● **TASK PROMPT**
Only the lines of the data holding the string "interface" need to be returned.

__________________________________________________

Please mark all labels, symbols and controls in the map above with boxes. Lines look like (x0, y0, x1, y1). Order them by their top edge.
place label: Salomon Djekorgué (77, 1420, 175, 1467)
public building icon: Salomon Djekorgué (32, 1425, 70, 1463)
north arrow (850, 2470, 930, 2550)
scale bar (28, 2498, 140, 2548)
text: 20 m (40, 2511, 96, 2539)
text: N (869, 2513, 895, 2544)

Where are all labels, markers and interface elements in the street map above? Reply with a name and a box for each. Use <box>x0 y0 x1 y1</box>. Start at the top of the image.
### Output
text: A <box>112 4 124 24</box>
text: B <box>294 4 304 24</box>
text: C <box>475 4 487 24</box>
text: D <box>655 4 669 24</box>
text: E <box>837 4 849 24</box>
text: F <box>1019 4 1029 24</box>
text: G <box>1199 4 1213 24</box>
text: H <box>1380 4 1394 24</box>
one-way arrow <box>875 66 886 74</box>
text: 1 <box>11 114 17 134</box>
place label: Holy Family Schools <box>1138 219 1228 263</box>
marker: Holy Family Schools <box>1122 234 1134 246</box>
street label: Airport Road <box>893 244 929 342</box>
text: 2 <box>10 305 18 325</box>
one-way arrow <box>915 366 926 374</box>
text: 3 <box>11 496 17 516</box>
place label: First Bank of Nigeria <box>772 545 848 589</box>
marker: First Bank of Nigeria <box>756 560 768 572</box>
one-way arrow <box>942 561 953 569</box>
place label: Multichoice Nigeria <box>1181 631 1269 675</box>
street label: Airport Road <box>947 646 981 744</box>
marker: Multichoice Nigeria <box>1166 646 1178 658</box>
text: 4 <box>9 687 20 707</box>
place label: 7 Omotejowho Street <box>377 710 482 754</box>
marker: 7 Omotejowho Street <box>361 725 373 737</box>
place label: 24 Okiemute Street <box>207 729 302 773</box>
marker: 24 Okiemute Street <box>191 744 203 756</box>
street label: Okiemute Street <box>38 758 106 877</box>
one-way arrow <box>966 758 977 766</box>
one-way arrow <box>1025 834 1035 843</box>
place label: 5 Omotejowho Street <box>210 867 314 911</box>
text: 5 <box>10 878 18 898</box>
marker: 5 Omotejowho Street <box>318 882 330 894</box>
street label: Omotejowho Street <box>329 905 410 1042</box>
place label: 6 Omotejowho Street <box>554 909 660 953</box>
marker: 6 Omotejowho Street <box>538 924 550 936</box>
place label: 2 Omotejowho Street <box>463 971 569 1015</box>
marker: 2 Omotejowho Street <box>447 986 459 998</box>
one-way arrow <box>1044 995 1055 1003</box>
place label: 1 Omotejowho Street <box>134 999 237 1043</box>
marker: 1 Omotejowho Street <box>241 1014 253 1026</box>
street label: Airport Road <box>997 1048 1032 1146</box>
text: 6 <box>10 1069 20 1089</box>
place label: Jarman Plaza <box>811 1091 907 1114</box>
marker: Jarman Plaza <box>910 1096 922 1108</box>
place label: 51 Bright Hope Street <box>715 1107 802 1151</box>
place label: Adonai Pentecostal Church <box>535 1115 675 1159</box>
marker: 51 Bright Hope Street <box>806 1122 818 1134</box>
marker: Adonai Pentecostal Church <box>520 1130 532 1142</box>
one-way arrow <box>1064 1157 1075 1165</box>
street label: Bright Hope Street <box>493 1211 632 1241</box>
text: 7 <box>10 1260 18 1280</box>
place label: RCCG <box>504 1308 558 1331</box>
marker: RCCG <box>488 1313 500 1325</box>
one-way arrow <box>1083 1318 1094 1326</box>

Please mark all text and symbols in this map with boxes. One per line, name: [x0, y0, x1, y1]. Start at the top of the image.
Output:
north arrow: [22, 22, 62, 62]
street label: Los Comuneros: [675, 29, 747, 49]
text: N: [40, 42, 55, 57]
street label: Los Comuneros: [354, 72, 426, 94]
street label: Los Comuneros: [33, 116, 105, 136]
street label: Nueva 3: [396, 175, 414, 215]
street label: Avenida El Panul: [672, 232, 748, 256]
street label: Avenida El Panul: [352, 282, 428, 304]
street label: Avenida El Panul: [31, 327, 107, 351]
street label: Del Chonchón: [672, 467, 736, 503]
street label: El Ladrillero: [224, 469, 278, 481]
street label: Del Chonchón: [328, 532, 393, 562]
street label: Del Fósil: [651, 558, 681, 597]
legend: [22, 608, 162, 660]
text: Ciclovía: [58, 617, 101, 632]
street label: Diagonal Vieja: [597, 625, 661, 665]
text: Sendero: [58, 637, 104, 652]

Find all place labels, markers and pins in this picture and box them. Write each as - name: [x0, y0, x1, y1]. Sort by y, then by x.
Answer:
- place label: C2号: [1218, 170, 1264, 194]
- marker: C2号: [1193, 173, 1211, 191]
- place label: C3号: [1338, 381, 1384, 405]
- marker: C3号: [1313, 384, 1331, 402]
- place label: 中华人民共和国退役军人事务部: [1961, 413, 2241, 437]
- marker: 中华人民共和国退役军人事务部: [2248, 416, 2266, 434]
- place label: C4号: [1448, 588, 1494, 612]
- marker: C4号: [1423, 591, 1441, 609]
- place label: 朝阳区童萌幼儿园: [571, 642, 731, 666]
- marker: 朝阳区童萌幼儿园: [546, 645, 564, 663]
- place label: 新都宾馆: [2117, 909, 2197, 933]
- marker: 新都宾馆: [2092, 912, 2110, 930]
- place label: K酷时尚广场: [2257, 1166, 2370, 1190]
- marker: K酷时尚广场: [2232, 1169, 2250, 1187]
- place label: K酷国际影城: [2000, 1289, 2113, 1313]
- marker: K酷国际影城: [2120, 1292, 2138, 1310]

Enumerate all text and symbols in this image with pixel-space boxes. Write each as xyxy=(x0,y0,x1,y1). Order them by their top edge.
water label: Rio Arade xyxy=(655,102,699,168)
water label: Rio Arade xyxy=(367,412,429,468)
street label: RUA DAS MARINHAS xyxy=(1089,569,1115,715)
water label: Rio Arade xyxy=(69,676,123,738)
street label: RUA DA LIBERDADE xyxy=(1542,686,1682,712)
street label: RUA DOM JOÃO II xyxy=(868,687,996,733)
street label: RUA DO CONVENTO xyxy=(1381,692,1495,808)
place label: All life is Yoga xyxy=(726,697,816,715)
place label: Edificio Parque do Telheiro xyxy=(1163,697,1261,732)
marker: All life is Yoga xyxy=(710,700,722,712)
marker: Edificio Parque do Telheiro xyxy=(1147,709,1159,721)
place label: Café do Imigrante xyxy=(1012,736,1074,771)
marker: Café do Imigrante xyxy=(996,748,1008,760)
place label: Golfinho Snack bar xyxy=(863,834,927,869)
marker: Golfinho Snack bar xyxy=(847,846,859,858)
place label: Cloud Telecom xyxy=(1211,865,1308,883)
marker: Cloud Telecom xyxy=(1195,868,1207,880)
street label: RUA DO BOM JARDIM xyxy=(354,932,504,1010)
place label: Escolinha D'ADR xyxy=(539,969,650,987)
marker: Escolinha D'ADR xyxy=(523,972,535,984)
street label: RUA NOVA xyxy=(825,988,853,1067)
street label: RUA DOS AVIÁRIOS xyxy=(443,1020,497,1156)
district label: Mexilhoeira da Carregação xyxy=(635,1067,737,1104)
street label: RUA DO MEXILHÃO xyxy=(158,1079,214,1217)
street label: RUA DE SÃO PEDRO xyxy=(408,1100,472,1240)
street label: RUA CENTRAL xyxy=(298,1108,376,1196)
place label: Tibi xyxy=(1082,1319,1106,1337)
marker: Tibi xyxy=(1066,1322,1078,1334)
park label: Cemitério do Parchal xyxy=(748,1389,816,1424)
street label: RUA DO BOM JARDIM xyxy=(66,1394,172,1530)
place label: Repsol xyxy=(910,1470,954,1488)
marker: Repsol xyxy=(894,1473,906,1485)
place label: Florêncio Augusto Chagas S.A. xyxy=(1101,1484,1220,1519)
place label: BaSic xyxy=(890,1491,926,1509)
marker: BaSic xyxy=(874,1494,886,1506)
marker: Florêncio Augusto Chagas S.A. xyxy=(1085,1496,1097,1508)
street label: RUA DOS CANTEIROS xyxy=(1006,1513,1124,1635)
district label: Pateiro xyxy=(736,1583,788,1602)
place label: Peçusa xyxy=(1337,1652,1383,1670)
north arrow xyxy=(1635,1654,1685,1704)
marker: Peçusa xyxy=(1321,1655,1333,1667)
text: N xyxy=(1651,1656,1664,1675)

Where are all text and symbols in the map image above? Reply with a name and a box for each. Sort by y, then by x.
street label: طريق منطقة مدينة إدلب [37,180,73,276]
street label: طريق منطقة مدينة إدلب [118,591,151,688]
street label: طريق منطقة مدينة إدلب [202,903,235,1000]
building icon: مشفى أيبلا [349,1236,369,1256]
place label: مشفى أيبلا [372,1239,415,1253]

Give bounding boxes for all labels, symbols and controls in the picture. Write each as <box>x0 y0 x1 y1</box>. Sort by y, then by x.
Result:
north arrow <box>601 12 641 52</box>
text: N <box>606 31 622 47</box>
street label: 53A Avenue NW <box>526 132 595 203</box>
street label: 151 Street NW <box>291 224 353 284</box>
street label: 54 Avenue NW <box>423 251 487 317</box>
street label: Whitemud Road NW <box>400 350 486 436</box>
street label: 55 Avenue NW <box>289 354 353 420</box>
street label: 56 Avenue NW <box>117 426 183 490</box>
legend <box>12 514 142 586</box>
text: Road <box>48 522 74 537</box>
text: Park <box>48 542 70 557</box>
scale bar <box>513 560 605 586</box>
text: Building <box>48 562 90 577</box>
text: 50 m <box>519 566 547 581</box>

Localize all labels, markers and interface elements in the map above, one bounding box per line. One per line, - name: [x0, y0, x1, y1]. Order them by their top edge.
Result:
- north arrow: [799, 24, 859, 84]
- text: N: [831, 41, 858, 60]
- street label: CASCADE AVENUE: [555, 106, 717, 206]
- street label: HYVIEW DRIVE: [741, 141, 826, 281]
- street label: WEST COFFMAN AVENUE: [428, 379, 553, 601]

__________________________________________________

● **EXERCISE SOLUTION**
Where are all labels, markers and interface elements in the street map above? Reply with a name and a box for each. Use <box>x0 y0 x1 y1</box>. Start at the top of the image.
Localize all labels, markers and interface elements in the map above, one bounding box per line. One per line, - name: [x0, y0, x1, y1]. Order them by their top edge.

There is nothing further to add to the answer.